[[ DATA LISTING, beginning ]]
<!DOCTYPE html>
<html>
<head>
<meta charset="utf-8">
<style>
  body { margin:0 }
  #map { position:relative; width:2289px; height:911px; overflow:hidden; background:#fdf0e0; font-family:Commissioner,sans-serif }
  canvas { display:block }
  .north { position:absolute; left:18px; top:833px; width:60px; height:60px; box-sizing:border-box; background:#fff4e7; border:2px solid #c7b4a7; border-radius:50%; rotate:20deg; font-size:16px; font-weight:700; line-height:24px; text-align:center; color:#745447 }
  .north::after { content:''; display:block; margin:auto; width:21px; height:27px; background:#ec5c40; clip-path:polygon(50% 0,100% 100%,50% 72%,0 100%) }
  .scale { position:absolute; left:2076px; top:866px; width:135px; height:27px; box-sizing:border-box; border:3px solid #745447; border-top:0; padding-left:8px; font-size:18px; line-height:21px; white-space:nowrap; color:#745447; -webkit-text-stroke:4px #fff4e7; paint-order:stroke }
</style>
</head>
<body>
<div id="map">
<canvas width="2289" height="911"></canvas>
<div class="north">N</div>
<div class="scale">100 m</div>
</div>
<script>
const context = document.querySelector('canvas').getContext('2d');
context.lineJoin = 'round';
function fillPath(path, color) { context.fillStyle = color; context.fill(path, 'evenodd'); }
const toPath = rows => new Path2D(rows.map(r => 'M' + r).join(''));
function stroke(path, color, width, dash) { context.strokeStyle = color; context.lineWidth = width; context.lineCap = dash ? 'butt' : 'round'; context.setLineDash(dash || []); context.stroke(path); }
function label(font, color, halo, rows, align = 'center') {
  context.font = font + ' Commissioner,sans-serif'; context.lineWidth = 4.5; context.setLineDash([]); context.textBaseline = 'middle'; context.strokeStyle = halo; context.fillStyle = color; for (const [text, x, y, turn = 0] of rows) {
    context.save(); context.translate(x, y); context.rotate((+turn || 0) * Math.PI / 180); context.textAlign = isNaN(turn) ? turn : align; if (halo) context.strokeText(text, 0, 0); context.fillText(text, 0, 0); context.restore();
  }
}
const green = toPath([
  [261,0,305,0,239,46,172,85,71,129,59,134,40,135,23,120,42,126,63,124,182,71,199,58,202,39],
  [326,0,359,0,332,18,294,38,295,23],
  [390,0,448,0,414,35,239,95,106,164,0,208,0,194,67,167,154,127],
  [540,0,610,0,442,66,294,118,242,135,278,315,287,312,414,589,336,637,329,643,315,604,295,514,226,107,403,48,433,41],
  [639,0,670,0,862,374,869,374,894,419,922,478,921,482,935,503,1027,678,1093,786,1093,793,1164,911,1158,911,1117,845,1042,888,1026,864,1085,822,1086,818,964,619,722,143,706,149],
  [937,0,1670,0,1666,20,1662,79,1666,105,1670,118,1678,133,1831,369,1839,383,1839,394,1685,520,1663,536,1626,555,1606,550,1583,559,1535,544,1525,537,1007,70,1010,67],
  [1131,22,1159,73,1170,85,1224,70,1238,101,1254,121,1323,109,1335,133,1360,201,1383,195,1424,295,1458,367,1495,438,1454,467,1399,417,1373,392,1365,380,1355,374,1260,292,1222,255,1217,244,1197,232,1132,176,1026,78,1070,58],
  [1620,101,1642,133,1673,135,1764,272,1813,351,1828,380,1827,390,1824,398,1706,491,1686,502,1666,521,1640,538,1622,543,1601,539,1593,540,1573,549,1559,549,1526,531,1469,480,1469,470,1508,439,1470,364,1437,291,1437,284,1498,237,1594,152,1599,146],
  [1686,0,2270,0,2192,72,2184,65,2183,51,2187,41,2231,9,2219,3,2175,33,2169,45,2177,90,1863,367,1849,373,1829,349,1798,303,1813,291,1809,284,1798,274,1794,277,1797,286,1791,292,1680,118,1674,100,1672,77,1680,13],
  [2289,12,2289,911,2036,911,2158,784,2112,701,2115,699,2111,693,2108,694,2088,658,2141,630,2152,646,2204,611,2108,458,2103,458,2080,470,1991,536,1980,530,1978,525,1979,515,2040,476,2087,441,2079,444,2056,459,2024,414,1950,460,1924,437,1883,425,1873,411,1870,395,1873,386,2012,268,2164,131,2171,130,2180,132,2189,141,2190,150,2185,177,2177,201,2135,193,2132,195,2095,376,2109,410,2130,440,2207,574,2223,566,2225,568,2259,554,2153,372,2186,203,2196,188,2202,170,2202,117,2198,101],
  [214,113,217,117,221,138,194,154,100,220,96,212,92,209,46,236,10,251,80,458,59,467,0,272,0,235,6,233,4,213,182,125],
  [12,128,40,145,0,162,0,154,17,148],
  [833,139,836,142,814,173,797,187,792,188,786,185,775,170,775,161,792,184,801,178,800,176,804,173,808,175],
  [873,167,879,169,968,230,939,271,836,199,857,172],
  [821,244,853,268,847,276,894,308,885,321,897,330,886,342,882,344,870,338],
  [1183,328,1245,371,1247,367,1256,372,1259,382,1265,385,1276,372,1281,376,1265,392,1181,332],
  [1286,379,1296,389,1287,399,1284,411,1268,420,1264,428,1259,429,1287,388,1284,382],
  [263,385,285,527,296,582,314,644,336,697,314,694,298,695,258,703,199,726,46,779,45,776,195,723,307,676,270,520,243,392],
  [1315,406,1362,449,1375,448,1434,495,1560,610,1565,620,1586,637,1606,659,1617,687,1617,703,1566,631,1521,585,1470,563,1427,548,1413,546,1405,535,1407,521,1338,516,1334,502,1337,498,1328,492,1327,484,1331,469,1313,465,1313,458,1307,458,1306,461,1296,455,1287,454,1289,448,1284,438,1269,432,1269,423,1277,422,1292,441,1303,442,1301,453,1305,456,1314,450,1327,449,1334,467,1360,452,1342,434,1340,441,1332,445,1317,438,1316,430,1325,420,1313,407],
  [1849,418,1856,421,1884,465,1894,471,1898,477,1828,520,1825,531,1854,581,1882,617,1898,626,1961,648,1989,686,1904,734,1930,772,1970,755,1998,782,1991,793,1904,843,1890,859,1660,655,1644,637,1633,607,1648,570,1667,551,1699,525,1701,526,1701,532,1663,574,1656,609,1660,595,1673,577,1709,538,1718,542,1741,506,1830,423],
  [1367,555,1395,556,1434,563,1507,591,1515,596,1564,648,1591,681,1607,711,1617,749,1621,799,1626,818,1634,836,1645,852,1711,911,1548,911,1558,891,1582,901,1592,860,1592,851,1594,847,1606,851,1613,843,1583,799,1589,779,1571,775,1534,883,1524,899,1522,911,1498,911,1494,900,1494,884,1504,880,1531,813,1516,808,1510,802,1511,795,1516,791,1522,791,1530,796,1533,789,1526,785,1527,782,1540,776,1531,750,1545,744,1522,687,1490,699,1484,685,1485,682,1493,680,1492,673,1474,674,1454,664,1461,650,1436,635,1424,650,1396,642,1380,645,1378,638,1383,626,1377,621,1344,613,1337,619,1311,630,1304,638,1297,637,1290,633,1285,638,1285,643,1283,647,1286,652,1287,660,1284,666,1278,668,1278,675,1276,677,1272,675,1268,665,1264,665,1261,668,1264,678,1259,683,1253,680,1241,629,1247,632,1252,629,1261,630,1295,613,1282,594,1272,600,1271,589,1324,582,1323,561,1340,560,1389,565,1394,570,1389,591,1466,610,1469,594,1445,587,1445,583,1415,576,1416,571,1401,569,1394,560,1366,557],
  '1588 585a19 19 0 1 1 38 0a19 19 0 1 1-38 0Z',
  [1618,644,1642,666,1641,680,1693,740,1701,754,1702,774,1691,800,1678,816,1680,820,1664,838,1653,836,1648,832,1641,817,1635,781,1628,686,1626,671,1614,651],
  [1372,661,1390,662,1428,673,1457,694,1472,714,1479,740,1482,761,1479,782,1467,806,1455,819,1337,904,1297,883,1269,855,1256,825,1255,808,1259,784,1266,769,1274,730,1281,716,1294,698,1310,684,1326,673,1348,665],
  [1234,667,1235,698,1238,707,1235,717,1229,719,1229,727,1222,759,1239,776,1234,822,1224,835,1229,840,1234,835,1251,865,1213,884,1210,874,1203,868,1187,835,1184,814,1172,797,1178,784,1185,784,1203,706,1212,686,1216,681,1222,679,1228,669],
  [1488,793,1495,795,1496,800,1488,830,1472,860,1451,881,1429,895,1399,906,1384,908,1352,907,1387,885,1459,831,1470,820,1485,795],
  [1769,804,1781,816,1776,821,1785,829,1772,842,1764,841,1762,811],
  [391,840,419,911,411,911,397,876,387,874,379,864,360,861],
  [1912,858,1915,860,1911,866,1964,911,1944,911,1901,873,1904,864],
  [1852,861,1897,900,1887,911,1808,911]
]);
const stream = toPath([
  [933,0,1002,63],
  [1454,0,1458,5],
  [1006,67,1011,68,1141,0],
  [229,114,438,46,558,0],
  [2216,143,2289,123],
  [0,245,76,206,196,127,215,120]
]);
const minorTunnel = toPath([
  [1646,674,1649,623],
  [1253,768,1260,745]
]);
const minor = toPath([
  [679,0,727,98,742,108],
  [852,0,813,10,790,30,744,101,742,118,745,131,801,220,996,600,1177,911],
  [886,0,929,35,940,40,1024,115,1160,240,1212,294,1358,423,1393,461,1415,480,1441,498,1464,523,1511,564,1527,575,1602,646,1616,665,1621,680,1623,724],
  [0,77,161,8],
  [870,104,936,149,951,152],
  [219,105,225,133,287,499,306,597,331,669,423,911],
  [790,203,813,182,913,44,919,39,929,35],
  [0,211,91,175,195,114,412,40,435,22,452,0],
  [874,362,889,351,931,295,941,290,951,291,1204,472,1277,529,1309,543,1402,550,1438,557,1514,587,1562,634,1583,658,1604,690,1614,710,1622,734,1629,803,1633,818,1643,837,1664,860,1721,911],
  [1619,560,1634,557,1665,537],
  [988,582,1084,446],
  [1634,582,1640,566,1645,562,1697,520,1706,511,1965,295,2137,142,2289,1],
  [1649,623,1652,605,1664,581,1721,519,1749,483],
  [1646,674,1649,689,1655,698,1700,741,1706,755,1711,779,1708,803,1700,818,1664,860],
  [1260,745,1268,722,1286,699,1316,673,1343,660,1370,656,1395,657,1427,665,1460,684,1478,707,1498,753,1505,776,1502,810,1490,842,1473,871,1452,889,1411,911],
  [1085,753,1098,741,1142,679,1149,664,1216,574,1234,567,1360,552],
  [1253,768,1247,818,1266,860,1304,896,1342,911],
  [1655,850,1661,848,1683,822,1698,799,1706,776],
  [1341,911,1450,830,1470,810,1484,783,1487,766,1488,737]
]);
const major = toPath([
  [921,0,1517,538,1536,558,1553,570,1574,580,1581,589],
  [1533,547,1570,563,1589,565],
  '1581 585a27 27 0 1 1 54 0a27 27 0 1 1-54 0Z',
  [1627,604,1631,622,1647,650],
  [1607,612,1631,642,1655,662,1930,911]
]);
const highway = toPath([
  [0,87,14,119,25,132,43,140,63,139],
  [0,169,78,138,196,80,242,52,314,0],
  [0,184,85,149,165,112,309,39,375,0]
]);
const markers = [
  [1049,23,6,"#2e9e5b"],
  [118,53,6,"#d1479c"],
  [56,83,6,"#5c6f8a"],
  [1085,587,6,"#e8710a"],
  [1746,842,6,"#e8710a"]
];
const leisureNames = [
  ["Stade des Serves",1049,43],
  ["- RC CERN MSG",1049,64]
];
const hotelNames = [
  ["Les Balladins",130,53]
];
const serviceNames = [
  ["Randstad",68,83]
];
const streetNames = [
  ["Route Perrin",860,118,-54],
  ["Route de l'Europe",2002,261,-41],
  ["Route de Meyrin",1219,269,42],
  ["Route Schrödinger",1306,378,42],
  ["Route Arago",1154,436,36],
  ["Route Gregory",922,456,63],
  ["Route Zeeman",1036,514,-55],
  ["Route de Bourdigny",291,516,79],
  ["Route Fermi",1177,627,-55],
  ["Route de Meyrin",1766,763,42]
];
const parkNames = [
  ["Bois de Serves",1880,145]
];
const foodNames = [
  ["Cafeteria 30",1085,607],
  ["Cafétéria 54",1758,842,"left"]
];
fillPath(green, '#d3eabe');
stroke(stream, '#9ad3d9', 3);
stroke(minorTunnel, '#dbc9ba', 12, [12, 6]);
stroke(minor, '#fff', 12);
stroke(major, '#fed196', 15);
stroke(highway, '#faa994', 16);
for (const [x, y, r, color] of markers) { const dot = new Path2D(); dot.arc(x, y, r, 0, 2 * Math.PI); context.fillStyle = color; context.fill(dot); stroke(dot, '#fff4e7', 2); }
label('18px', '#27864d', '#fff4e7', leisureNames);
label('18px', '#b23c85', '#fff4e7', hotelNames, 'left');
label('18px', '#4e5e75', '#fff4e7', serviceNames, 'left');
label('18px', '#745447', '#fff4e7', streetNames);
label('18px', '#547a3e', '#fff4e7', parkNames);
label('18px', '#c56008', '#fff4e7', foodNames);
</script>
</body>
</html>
[[ DATA LISTING, end ]]
● **INSTRUCTIONS FOR THE TASK**: The exercise is to copy out every line above that has the word "rows" in it.

● **RESULT BELOW**:
const toPath = rows => new Path2D(rows.map(r => 'M' + r).join(''));
function label(font, color, halo, rows, align = 'center') {
  context.font = font + ' Commissioner,sans-serif'; context.lineWidth = 4.5; context.setLineDash([]); context.textBaseline = 'middle'; context.strokeStyle = halo; context.fillStyle = color; for (const [text, x, y, turn = 0] of rows) {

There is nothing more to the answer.